→ YOUR GOAL
Check every line of the records below for the string "worn" and copy the ones that have it.

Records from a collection
++++

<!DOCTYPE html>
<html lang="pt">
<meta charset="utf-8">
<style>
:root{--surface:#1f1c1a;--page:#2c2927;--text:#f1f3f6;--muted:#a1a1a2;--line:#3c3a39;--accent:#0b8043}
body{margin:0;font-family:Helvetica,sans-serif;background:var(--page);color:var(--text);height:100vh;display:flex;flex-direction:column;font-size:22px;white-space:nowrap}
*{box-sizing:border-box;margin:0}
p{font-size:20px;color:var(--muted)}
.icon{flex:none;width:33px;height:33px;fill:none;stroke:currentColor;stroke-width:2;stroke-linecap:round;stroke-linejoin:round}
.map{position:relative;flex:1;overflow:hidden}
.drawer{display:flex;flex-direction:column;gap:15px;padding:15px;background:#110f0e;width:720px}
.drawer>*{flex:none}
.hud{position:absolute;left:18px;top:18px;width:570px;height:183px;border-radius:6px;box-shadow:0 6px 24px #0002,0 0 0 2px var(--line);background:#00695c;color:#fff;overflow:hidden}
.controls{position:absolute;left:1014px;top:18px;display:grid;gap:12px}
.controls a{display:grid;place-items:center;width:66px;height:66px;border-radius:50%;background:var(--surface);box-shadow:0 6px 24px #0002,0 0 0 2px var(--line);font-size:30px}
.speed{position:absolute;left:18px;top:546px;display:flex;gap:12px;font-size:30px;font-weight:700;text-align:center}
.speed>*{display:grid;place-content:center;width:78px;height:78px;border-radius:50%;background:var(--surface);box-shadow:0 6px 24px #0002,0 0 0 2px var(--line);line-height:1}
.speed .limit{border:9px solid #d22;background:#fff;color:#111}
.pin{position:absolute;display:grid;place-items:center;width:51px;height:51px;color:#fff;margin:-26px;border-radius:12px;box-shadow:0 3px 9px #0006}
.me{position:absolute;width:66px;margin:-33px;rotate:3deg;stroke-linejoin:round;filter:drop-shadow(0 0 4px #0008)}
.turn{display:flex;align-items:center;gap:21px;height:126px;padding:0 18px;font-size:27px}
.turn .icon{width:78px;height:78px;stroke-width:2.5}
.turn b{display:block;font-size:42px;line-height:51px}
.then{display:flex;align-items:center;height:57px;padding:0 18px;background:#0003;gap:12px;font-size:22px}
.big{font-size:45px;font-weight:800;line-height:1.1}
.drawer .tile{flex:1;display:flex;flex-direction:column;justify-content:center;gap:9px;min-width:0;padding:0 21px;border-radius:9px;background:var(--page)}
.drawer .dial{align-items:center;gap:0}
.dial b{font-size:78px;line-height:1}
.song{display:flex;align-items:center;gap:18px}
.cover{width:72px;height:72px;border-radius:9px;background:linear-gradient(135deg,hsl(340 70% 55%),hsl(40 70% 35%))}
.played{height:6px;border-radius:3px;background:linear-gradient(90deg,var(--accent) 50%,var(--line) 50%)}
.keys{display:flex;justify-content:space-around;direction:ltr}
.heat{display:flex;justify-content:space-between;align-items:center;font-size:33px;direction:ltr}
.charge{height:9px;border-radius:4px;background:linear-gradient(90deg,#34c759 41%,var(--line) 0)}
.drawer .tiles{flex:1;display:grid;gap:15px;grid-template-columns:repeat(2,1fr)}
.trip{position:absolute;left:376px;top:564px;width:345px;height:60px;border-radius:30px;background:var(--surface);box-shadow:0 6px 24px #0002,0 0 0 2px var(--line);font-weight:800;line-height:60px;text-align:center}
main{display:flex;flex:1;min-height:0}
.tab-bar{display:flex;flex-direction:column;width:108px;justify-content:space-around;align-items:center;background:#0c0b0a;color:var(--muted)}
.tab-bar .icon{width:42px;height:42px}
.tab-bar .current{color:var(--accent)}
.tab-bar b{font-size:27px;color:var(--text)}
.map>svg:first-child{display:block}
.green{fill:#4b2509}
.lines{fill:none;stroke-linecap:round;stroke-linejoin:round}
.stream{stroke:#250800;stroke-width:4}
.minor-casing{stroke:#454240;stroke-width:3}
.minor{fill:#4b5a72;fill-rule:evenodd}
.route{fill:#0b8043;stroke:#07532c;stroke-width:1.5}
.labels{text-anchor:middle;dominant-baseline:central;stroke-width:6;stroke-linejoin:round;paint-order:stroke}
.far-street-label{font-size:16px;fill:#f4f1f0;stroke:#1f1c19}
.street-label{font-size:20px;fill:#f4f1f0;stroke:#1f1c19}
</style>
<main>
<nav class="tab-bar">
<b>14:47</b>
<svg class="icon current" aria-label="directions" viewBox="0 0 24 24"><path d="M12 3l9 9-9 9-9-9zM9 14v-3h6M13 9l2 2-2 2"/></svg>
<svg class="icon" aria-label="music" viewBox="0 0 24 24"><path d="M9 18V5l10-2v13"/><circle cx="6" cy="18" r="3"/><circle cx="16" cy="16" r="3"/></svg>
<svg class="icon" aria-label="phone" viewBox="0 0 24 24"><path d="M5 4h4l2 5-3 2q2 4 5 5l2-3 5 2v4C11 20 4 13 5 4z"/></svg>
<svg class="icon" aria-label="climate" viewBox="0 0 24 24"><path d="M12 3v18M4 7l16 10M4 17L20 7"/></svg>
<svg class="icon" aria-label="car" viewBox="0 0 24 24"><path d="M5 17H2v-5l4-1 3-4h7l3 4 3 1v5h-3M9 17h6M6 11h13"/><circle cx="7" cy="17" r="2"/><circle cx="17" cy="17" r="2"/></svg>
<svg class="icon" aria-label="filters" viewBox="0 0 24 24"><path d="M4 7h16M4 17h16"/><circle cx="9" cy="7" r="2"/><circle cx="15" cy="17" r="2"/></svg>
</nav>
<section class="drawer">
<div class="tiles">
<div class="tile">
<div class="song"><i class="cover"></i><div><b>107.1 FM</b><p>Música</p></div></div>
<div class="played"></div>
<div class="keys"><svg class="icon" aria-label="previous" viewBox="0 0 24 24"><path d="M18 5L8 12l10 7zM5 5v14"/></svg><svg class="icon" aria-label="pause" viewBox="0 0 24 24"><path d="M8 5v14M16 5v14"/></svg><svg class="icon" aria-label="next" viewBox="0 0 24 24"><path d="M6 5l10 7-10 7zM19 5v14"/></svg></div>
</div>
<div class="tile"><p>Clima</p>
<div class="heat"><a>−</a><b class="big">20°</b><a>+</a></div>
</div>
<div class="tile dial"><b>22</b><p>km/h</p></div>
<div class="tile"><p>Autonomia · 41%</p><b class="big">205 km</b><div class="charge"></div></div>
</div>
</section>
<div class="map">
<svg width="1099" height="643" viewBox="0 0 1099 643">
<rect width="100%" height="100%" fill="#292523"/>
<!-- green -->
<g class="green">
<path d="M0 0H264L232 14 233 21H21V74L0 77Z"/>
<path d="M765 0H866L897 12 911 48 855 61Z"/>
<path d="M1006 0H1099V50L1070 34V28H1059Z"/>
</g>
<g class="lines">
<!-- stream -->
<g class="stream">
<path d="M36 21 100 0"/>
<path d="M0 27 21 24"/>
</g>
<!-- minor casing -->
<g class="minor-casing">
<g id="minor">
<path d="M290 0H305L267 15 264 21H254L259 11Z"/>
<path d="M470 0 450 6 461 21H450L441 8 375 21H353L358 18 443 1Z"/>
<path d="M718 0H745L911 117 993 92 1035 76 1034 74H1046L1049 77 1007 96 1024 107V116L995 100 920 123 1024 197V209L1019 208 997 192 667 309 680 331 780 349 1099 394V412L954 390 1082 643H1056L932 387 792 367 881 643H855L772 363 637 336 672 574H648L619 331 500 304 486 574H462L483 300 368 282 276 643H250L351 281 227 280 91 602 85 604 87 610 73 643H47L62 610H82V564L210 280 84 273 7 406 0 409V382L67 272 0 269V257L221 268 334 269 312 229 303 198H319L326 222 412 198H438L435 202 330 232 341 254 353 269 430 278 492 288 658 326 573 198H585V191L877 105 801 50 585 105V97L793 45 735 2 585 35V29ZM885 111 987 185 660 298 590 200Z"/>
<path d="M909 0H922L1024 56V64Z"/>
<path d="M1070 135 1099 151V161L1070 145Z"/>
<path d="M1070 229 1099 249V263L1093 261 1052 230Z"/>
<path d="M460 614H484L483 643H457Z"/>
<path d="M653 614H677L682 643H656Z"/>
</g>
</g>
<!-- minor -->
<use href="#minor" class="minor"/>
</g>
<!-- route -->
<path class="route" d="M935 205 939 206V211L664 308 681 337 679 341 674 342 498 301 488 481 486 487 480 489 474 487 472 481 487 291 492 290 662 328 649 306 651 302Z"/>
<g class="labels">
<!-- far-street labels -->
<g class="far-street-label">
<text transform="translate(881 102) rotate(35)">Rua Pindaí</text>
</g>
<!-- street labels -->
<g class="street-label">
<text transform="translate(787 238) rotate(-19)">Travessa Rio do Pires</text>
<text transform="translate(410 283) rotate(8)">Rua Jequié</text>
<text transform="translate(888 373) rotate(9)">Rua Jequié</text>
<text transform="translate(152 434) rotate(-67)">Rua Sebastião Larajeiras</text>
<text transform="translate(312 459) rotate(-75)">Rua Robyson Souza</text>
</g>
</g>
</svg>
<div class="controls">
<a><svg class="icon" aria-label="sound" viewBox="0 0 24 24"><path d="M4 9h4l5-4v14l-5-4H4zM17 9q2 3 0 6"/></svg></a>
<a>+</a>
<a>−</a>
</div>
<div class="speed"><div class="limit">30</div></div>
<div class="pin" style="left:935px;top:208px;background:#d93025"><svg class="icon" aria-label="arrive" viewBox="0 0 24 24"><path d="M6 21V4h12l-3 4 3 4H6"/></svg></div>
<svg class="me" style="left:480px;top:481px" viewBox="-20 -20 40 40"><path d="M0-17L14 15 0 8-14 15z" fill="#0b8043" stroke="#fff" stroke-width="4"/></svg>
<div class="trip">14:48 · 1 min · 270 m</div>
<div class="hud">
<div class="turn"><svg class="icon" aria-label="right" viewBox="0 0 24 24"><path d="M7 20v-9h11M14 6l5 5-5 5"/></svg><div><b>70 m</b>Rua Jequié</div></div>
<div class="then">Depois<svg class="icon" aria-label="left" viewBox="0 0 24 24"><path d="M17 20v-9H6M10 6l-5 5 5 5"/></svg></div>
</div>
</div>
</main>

++++

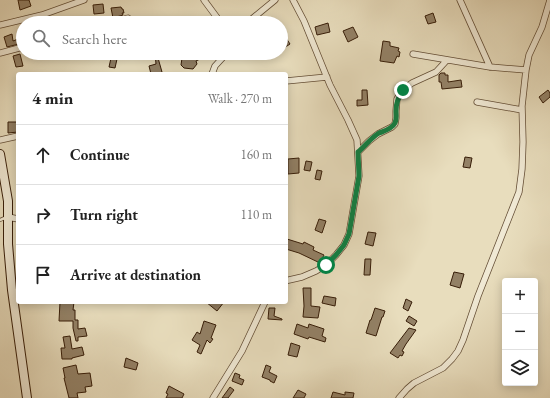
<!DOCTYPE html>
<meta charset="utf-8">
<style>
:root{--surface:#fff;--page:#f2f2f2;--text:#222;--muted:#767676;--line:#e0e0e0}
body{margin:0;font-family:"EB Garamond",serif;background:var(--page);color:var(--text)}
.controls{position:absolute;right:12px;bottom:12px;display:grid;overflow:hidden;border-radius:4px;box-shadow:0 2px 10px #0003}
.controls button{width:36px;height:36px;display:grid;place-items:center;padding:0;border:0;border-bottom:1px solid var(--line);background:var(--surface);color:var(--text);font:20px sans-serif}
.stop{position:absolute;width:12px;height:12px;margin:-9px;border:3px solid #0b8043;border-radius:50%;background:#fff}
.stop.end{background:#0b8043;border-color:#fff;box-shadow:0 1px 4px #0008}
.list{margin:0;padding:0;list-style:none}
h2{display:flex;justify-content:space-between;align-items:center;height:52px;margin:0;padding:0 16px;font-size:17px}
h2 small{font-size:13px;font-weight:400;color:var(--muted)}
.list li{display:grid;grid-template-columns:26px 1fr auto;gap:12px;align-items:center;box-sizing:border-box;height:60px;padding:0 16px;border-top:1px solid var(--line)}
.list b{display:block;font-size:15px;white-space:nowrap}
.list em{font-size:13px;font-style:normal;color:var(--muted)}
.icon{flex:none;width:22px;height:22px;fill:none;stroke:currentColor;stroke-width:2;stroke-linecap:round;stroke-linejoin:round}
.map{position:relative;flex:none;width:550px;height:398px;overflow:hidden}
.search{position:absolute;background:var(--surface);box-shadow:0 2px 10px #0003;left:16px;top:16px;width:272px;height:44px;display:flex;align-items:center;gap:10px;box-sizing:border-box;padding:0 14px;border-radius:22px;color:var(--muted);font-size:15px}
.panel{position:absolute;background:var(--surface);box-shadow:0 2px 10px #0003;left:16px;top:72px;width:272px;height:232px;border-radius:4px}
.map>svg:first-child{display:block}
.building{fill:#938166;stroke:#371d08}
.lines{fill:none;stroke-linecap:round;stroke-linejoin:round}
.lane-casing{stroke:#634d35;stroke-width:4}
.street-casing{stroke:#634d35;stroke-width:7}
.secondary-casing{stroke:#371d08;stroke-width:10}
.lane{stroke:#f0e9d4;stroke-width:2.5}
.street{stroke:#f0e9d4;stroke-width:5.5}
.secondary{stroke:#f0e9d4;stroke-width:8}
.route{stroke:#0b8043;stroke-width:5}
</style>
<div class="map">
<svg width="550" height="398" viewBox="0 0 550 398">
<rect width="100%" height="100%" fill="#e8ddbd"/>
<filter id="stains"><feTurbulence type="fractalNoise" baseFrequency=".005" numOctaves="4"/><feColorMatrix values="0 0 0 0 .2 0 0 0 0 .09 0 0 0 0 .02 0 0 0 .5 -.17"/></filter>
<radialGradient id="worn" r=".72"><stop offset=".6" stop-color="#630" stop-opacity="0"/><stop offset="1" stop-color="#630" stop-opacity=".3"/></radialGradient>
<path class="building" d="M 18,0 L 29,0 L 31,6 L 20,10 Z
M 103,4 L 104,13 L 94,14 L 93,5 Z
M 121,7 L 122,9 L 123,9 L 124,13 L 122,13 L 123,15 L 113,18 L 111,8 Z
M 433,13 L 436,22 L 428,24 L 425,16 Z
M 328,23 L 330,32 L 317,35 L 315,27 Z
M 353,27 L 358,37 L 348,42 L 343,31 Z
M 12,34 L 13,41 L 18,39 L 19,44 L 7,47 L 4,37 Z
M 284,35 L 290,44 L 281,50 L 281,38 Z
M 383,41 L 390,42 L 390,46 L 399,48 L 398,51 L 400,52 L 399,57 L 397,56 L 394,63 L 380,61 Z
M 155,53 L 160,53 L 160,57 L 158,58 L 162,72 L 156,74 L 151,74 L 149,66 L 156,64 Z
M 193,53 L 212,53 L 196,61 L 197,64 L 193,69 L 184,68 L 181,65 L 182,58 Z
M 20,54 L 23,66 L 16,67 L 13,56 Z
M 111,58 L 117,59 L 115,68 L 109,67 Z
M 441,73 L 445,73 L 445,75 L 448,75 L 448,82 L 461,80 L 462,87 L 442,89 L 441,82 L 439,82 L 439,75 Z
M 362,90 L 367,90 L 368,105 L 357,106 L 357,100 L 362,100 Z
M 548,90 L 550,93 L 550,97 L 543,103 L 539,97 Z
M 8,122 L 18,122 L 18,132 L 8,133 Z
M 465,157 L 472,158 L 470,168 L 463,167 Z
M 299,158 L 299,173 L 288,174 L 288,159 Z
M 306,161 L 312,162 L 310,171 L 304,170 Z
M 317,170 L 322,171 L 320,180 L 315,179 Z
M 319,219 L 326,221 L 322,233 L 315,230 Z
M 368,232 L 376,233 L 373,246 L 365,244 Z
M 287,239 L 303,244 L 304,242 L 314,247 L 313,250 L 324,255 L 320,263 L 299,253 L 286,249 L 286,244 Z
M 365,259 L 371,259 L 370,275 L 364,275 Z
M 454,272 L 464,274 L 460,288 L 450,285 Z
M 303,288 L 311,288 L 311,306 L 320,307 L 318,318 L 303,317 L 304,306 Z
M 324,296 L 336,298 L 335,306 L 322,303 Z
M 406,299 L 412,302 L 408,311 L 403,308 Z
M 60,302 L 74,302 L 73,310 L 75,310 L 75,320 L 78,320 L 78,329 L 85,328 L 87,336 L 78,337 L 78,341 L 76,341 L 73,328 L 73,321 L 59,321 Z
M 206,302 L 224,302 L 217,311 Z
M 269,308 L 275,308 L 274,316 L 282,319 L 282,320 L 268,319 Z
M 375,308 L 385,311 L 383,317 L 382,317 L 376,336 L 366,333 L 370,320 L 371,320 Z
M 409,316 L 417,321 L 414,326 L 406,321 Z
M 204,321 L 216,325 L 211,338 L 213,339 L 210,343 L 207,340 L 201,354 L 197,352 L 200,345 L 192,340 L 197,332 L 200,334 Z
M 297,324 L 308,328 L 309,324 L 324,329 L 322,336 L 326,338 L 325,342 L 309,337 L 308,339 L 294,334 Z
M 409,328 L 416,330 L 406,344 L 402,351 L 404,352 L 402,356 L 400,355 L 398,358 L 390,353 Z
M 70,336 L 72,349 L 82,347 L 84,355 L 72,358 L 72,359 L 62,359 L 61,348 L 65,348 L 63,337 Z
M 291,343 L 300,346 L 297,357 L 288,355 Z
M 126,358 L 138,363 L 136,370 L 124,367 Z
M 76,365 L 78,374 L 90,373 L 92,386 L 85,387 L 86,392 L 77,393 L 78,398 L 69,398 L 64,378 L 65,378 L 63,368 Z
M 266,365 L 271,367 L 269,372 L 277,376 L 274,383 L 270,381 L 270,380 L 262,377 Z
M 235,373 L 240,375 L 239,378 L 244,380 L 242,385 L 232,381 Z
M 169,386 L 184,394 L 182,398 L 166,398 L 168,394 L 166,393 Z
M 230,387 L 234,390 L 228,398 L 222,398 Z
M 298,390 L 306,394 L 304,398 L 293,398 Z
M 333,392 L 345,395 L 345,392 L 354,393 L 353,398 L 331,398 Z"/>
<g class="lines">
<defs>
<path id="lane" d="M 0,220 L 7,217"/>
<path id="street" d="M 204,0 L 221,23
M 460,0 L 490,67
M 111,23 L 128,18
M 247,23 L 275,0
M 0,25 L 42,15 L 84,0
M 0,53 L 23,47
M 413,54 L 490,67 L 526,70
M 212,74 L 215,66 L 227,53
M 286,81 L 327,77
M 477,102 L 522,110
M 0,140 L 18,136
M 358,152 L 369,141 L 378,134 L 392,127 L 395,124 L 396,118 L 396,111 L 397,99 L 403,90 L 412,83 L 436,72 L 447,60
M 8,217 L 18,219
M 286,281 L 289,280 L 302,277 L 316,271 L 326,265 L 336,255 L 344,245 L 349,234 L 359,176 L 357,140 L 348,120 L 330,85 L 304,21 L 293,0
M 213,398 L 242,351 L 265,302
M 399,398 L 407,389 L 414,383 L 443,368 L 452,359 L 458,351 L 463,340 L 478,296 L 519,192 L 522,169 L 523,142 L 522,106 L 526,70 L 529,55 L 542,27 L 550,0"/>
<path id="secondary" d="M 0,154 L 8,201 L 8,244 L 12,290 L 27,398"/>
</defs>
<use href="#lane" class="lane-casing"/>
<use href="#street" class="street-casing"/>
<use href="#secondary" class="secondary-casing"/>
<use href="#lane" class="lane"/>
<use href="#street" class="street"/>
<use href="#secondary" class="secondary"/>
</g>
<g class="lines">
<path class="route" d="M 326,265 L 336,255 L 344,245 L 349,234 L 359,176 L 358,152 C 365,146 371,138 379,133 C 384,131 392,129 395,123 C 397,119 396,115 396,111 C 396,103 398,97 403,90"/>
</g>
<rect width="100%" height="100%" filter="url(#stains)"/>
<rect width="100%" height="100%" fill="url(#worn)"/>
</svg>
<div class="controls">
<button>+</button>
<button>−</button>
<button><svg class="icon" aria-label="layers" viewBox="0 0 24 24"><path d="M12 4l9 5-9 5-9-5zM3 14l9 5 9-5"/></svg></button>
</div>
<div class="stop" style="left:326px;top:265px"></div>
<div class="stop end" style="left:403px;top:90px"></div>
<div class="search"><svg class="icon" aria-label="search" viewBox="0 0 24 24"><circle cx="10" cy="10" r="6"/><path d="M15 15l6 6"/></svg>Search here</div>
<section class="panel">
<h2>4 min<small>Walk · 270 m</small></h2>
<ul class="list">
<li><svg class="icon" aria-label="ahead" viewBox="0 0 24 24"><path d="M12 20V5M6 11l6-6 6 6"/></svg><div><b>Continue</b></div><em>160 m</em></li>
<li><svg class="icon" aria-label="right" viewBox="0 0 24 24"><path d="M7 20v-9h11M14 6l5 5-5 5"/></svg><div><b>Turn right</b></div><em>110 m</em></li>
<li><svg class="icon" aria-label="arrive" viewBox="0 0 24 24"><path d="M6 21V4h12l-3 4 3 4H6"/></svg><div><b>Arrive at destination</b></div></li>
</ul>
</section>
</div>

++++

→ WRITTEN RESPONSE
<radialGradient id="worn" r=".72"><stop offset=".6" stop-color="#630" stop-opacity="0"/><stop offset="1" stop-color="#630" stop-opacity=".3"/></radialGradient>
<rect width="100%" height="100%" fill="url(#worn)"/>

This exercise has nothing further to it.